Halimah Yacob, a former parliament speaker, became Singapore’s first woman president on Wednesday in a contest where she was sole candidate because no one else was qualified to run.

Aiming to strengthen a sense of inclusivity in the multicultural city-state, Singapore had decreed the presidency, a largely ceremonial post, would be reserved for candidates from the minority Malay community this time.

“Although this is a reserved election, I’m not a reserved president,” Halimah said in a speech at the elections department office. “I’m a president for everyone.”

Halimah’s experience as house speaker automatically qualified her under the nomination rules.

Of the four other applicants, two were not Malays and two were not given certificates of eligibility, the elections department said earlier this week.

The Elections Department said only one of five hopefuls had qualified. It said the others had not satisfied stringent criteria, such as having held key public positions or running a company with at least 500 million Singapore dollars ($370 million) in equity.

The last Malay to hold the presidency was Yusof Ishak, whose image adorns the country’s banknotes.
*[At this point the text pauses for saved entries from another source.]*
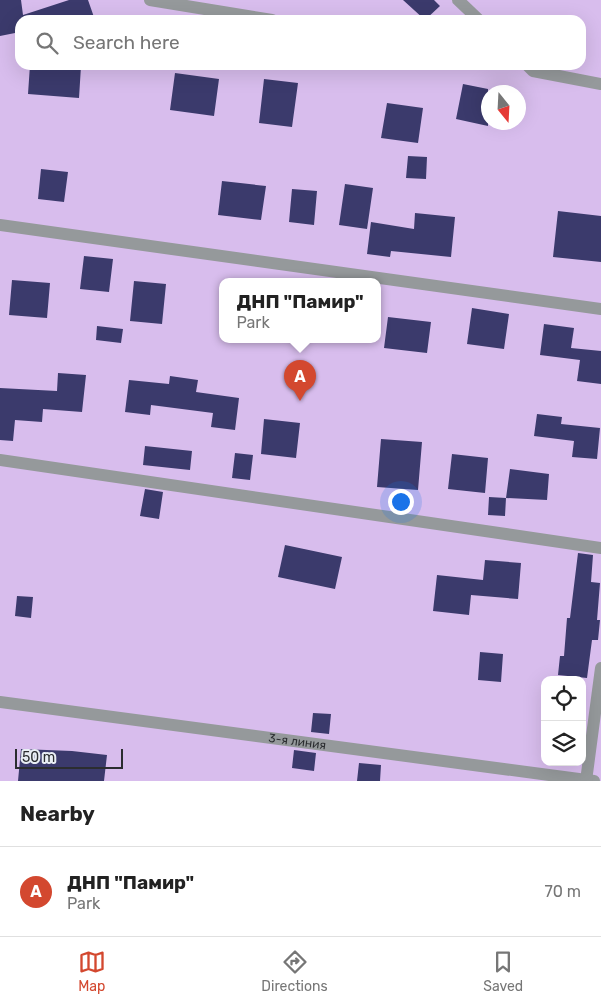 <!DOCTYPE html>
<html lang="en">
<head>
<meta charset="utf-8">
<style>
	body { margin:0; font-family:Rubik,sans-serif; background:#f6f6f6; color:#222 }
	.controls { position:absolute; right:15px; bottom:15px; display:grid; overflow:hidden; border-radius:10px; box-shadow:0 5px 20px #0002 }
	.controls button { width:45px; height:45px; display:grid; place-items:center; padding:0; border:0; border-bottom:1px solid #e0e0e0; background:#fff; color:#222; font:25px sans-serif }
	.compass { position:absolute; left:481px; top:85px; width:45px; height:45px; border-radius:50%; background:#fff; box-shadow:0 5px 20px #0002; rotate:162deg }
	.scale { position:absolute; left:15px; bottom:12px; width:108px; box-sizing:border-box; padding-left:5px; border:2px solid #2b2d30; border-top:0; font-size:14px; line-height:18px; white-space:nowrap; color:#2b2d30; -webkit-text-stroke:4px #e9eef5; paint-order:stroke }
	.you { position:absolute; left:400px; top:501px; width:18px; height:18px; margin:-12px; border:4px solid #fff; border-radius:50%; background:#1a73e8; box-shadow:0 0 0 8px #1a73e833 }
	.badge { display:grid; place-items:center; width:32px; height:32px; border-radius:50%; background:#d3482f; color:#fff; font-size:16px; font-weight:700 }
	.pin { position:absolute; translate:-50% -41px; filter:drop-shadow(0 1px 2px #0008) }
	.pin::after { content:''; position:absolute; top:26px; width:18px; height:15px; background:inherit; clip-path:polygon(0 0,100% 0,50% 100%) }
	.popup { position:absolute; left:219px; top:278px; width:162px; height:65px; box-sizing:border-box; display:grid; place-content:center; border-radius:10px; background:#fff; filter:drop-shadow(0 1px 4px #0005); font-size:16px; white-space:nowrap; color:#767676 }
	.popup b { font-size:19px; color:#222 }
	.popup::after { content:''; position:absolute; left:50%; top:100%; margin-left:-10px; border:10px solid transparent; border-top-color:#fff }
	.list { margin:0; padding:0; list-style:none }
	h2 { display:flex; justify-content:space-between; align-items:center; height:65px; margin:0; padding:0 20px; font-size:21px }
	h2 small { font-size:16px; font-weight:400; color:#767676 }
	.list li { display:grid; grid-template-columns:32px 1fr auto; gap:15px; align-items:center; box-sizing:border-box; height:90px; padding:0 20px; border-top:1px solid #e0e0e0 }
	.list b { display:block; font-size:19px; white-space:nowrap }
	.list p { margin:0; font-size:16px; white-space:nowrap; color:#767676 }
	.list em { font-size:16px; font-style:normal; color:#767676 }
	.icon { flex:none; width:28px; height:28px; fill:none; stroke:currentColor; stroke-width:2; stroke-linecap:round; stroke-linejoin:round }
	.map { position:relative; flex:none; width:601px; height:781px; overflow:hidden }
	.search { position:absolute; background:#fff; box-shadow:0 5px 20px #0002; left:15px; right:15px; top:15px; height:55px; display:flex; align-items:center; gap:12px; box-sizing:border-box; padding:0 18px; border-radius:15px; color:#767676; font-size:19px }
	.sheet { height:155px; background:#fff }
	nav { display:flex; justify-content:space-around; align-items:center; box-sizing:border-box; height:70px; border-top:1px solid #e0e0e0; background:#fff; font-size:14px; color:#767676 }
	nav a { display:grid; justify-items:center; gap:2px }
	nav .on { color:#d3482f }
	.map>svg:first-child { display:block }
	.green { fill:#d8bded; fill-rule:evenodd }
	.building { fill:#3b3a6c }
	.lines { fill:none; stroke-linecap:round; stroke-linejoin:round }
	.minor { stroke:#95999b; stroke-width:12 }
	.labels { text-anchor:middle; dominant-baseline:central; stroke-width:5; stroke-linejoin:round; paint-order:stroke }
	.street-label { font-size:12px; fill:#2b2d30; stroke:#e9eef5 }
</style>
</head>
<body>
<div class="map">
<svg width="601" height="781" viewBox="0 0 601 781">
	<rect width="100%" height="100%" fill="#e9eef5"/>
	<path class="green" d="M 0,0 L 601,0 L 601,781 L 0,781 ZM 20,20 L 581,20 L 581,65 L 20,65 ZM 488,92 L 518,92 L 518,122 L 488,122 ZM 222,282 L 378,282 L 378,340 L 222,340 ZM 545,680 L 582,680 L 582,762 L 545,762 Z"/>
	<path class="building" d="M 0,0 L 21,0 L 23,15 L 69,0 L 88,0 L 95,20 L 20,20 L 20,32 L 0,36 Z
		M 403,0 L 434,0 L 440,6 L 425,20 Z
		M 30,65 L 81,66 L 79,98 L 28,94 Z
		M 175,73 L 219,79 L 214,116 L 170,110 Z
		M 264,79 L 298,83 L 292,127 L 259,123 Z
		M 463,84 L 488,89 L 488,126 L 456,119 Z
		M 387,103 L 423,108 L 418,143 L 381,138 Z
		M 408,156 L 427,157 L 426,179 L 406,178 Z
		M 41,169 L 68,172 L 64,202 L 38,199 Z
		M 222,181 L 266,186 L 261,220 L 218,215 Z
		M 345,184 L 373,188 L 367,229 L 339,225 Z
		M 292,189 L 317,191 L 314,225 L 289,222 Z
		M 558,211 L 601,216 L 601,262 L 553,257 Z
		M 415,213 L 455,217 L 451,257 L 391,251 L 390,257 L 367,254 L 371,222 L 414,229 Z
		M 84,256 L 113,259 L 109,292 L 80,289 Z
		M 12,280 L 50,283 L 47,318 L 9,315 Z
		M 134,281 L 166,284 L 162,324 L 130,321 Z
		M 472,308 L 509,314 L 504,349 L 467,344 Z
		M 388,317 L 431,322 L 427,353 L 384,348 Z
		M 544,324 L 574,328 L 571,348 L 601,351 L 601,384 L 577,381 L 580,360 L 540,355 Z
		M 97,326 L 123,329 L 121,343 L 96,340 Z
		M 58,373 L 86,375 L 82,412 L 43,409 L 42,422 L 15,420 L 13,441 L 0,440 L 0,388 L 57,391 Z
		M 170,376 L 198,380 L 196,392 L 239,398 L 235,430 L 211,427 L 213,413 L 151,405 L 150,415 L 125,412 L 129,380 L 169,384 Z
		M 537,414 L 562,417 L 561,424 L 600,428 L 597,459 L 572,457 L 574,441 L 534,436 Z
		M 264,419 L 300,423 L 296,458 L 261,454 Z
		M 381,439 L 422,442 L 418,490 L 377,487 Z
		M 145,446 L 192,451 L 190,470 L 143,465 Z
		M 235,453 L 253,455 L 250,480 L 232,478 Z
		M 452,454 L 488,458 L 485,493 L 448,489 Z
		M 510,469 L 549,474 L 547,500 L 506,498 Z
		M 145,489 L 163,492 L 159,519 L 140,516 Z
		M 489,497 L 506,498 L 505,516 L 488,515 Z
		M 285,545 L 342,557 L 335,589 L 278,577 Z
		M 578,553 L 593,555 L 591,582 L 600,583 L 597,620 L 600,620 L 598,640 L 592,640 L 587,678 L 558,675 L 560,656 L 564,656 L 567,618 L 570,618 Z
		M 485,560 L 521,563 L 518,599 L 471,595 L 469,615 L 433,611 L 437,575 L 483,580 Z
		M 17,596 L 33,597 L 31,618 L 15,616 Z
		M 480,652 L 503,654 L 501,682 L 478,680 Z
		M 313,713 L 331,714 L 329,734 L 311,732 Z
		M 21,749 L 72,751 L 107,755 L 104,781 L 18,781 Z
		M 294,750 L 316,753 L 314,771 L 292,768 Z
		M 359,763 L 381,765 L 380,781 L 357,781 Z"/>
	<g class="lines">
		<g class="minor">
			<path d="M 150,0 L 272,20"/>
			<path d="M 458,0 L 479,20"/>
			<path d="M 527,65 L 533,71 L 601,84"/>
			<path d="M 0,225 L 601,309"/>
			<path d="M 0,460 L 601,548"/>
			<path id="s1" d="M 0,702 L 594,781"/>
			<path d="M 586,781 L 601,668"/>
		</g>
	</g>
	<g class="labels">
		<g class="street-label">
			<text stroke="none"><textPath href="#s1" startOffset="300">3-я линия</textPath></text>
		</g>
	</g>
</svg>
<div class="controls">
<button><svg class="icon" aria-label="locate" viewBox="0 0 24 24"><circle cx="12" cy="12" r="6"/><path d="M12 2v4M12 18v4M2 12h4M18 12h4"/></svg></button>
<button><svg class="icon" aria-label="layers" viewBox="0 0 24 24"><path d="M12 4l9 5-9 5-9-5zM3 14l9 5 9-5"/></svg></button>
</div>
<svg class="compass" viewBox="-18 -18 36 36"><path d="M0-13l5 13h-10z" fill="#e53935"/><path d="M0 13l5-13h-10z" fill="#767676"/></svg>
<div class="scale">50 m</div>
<div class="you"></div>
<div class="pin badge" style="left:300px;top:401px">A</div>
<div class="popup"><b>ДНП &quot;Памир&quot;</b>Park</div>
<div class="search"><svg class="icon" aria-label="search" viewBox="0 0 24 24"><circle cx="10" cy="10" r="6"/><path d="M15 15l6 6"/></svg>Search here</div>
</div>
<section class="sheet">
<h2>Nearby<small></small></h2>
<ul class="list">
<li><span class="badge">A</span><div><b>ДНП &quot;Памир&quot;</b><p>Park</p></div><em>70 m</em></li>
</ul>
</section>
<nav>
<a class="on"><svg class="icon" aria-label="map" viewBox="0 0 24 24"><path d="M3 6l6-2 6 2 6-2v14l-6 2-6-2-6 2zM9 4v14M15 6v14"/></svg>Map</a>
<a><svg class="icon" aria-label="directions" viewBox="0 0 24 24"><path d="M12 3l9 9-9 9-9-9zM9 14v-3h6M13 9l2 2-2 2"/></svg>Directions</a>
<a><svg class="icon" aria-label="saved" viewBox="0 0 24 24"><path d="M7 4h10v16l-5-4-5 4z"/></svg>Saved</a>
</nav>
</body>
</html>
Yusof was president between 1965 and 1970, the first years of Singapore’s independence following a short-lived union with neighboring Malaysia, but executive power lay with Lee Kuan Yew, the country’s first prime minister.
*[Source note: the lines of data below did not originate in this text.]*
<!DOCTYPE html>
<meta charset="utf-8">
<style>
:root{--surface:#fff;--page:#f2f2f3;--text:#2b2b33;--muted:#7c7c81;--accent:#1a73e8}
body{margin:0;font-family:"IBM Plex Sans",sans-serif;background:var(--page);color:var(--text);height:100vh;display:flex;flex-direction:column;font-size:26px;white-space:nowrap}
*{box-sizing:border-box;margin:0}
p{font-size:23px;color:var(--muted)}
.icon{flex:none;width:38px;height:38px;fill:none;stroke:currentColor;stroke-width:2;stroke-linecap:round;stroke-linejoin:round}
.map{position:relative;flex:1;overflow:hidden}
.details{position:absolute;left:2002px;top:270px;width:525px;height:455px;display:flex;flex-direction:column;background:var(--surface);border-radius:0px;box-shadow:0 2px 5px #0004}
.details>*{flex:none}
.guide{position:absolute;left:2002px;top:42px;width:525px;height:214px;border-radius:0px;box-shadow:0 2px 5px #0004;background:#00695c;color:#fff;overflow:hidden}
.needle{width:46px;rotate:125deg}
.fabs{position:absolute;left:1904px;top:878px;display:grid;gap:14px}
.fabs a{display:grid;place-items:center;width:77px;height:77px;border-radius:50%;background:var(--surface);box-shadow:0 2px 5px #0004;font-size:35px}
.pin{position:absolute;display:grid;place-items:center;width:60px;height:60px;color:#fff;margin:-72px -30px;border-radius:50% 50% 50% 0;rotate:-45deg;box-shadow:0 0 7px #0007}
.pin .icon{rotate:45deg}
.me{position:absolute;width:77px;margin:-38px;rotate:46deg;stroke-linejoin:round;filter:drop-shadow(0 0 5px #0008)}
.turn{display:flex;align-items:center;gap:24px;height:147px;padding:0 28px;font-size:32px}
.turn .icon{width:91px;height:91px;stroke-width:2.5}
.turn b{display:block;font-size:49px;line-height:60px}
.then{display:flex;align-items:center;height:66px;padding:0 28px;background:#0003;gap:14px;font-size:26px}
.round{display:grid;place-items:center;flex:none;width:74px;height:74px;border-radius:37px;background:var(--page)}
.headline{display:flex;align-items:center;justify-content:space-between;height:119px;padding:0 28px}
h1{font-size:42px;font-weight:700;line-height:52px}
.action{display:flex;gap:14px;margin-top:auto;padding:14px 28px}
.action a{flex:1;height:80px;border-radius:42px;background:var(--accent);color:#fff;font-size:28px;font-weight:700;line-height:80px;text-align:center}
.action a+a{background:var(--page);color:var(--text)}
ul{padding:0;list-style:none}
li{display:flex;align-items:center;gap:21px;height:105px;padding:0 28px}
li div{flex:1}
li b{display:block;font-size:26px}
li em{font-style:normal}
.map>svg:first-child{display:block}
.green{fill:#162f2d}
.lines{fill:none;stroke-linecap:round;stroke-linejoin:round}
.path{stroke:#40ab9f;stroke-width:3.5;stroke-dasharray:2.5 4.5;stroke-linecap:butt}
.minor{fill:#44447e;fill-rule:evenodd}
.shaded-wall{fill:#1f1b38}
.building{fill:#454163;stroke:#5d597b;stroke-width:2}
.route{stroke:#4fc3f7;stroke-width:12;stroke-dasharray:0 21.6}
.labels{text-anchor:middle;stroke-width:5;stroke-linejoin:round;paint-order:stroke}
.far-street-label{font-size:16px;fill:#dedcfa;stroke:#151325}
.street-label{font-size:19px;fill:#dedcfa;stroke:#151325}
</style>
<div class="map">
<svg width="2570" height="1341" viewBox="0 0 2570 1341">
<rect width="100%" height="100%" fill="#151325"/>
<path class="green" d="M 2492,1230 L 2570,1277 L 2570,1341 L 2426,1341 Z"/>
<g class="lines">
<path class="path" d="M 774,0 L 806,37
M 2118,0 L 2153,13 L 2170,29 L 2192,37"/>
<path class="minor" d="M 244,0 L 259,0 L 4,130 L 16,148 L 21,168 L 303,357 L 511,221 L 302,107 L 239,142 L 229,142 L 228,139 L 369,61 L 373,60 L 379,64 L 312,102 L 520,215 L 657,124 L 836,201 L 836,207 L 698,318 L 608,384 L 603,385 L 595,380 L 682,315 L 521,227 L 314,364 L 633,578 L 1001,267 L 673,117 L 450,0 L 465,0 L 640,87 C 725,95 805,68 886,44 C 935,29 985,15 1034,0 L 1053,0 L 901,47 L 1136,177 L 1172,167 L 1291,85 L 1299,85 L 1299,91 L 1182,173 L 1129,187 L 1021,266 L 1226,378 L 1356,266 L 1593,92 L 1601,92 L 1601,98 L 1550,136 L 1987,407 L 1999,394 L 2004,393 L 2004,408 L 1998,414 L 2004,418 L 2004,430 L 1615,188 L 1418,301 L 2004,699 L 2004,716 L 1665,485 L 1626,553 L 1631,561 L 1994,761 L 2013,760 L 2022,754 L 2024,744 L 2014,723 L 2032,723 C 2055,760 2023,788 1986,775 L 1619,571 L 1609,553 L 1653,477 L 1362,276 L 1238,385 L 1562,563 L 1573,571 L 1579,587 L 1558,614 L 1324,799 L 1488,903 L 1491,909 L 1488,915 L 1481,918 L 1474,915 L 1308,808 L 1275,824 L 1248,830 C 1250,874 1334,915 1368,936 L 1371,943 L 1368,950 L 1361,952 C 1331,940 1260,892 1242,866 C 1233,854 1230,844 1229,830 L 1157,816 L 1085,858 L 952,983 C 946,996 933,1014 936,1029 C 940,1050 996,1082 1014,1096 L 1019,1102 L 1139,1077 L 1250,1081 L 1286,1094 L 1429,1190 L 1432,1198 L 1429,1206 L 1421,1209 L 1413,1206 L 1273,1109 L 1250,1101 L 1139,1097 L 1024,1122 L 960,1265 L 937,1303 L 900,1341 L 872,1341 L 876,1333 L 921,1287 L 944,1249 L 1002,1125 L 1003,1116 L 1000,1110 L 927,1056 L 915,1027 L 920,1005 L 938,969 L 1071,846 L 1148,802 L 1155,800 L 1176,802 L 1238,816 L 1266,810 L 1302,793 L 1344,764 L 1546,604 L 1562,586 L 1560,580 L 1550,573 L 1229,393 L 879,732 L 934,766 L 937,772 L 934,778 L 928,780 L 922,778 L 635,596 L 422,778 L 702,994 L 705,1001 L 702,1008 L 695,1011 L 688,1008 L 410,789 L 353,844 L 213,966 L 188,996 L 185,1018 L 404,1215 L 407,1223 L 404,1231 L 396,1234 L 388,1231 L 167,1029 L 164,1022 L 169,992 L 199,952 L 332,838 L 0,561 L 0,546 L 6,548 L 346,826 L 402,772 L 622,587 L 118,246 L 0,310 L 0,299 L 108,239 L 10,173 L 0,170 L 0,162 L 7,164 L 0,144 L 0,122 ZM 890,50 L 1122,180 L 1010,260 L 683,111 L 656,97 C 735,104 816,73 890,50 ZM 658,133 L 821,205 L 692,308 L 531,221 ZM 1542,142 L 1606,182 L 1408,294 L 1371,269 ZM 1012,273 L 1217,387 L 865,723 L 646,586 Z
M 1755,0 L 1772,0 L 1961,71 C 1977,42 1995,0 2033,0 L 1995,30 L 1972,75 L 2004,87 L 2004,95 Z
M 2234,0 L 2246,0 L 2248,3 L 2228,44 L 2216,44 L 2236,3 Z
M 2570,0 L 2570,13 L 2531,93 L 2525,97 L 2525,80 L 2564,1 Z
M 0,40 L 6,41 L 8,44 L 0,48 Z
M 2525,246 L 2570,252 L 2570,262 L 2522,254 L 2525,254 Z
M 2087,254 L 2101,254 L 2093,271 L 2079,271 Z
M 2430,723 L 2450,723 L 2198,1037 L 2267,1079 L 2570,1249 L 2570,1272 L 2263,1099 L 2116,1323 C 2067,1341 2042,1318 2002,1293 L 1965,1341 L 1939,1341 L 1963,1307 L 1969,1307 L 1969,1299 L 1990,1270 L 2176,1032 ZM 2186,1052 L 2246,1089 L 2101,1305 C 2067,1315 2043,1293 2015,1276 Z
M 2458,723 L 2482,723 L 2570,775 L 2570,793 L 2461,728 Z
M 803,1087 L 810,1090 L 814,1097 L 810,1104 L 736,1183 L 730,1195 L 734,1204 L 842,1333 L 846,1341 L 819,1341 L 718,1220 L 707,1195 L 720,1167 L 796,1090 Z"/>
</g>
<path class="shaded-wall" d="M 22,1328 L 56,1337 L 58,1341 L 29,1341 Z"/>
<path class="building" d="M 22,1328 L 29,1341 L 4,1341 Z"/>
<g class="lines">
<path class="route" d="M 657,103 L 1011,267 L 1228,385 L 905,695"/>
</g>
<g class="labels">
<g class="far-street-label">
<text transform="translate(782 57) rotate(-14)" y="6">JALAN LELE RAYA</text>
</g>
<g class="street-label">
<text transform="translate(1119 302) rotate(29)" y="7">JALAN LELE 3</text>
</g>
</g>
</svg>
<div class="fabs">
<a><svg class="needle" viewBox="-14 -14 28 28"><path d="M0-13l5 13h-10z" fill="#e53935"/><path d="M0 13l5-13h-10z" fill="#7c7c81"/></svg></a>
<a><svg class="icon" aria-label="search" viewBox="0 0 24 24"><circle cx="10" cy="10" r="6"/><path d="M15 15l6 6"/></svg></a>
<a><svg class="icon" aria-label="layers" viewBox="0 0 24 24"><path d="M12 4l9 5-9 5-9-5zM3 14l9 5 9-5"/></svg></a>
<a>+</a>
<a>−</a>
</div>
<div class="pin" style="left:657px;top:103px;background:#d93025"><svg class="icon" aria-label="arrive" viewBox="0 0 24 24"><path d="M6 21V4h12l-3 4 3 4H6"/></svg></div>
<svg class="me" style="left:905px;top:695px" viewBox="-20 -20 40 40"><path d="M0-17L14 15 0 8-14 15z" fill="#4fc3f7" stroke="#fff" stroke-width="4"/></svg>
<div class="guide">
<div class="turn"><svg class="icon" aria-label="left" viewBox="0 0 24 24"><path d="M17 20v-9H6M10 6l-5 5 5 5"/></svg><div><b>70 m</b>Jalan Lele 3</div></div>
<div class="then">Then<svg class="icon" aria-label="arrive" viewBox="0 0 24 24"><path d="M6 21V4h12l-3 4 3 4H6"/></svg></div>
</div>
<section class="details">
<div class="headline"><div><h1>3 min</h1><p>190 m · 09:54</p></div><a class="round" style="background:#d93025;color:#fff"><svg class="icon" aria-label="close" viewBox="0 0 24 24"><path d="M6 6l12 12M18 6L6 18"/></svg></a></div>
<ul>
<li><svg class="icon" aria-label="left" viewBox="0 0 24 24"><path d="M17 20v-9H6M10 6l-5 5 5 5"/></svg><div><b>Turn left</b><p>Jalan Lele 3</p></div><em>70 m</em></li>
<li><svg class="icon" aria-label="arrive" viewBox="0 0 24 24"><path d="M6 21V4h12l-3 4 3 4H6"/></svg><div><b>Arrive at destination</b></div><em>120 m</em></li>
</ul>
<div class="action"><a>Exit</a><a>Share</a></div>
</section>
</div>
The separation of Singapore from Malaysia gave ethnic Malays a clear majority in Malaysia, while ethnic Chinese formed the majority in independent Singapore.

Halimah, a former member of the ruling People’s Action Party, entered politics in 2001. She won four parliamentary elections before being chosen speaker. She resigned from the party last month.

She is to take office at a later date.

“I can only say that I promise to do the best that I can to serve the people of Singapore, and that doesn’t change whether there is an election or no election,” she said.

Singapore’s Constitution allows the president to veto the use of the country’s reserves and some public appointments, but doesn’t give the post any executive authority.

The city-state has a population of 5.6 million. It is 74.3 percent Chinese, 13.4 percent Malay, 9.1 percent Indian and 3.2 percent others.

The rising threat of terrorism makes unity crucial, said outgoing President Tony Tan. “One of these days, an incident will happen. And when that happens, it’s very important to ensure we do not allow it to destroy our cohesion, or to have tensions between the various communities,” he was quoted as saying by The Straits Times newspaper.

“In that respect, reserving this next election for the Malays is appropriate — unfortunately, because of these circumstances around the world which Singapore is caught up in,” Tan said.

Tan, a former deputy prime minister, was elected in a tight race in 2011. He received 35 percent of around 2.1 million votes.

Analysts said Singaporeans may take time to accept such reserved elections. The country’s first contested vote for president was held in 1993.

“It is not a surprise therefore that there is unfamiliarity with it, a questioning of whether any of it is needed, and a sense of ambivalence about having only candidates of one racial group contest in it,” said Gillian Koh, a senior research fellow at the Lee Kuan Yew School of Public Policy.